===== ENTRIES PROVIDED

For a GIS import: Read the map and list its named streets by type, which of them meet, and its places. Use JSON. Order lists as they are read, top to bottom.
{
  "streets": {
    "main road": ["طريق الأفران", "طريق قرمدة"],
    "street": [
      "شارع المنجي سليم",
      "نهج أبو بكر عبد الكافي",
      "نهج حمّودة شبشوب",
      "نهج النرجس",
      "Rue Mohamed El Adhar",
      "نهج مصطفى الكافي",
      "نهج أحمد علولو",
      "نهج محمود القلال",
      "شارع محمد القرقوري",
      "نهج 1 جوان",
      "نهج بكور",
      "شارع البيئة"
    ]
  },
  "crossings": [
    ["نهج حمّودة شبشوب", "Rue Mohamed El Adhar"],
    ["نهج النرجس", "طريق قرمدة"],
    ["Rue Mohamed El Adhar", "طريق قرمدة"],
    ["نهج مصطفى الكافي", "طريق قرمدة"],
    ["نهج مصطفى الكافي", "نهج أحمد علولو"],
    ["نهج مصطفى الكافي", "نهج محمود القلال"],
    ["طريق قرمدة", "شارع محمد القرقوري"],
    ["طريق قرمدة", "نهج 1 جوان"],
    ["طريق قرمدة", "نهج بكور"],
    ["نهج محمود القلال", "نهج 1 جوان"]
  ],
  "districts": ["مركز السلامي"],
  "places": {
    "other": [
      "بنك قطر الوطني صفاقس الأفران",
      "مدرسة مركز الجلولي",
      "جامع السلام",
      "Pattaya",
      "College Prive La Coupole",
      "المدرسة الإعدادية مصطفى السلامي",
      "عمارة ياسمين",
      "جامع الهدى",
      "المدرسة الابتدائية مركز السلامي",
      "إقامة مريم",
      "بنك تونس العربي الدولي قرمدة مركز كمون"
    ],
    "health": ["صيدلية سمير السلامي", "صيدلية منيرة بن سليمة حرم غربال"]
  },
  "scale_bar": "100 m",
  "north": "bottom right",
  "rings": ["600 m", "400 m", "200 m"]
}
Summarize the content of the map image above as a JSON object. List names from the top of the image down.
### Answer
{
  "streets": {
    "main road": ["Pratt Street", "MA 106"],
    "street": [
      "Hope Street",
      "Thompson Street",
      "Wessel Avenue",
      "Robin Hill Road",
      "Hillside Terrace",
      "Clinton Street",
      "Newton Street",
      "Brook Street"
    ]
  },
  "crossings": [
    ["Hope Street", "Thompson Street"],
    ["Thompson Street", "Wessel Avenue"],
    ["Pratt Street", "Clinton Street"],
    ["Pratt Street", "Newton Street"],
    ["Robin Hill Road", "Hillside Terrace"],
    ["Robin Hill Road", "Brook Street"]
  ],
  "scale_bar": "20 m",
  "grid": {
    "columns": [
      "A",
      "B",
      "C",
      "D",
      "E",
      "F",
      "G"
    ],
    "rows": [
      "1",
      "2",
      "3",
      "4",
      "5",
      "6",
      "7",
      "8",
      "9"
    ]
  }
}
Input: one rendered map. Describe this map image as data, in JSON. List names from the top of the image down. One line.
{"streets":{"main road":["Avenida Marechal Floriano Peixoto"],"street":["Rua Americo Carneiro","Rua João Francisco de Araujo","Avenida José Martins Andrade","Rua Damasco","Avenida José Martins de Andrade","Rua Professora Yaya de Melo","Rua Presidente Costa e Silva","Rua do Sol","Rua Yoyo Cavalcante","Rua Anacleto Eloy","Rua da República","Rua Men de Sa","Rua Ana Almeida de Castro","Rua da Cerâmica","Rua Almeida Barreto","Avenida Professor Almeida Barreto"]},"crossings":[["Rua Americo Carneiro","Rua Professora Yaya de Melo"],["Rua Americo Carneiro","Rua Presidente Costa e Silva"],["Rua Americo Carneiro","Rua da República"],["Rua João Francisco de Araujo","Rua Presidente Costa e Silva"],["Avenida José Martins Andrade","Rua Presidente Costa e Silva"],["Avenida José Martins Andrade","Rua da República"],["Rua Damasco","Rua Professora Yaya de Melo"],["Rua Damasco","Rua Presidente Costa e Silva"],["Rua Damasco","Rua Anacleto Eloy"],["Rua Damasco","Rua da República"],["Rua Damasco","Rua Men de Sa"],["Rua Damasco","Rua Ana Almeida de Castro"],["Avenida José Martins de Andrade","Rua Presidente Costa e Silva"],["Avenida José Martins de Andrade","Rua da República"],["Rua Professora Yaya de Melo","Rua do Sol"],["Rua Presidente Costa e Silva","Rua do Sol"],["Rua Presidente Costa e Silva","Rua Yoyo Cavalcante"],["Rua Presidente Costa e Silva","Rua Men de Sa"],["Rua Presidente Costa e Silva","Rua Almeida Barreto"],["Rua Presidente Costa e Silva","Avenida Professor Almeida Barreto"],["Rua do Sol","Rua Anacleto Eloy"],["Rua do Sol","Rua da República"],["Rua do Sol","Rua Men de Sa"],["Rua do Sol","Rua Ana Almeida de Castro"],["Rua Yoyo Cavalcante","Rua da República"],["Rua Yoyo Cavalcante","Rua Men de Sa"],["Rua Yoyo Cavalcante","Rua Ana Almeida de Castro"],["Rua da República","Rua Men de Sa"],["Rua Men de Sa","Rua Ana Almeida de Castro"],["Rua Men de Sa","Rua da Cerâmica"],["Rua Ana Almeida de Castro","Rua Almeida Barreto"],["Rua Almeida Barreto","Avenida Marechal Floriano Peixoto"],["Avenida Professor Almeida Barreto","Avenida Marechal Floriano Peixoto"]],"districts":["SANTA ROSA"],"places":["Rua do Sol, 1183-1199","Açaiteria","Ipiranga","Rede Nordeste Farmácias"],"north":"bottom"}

==========

● **WHAT THE EXERCISE ASKS**:
Tell how many lines in the data above hold "Avenue". Nothing but the number.

● **RESPONSE TO THIS TASK**:
2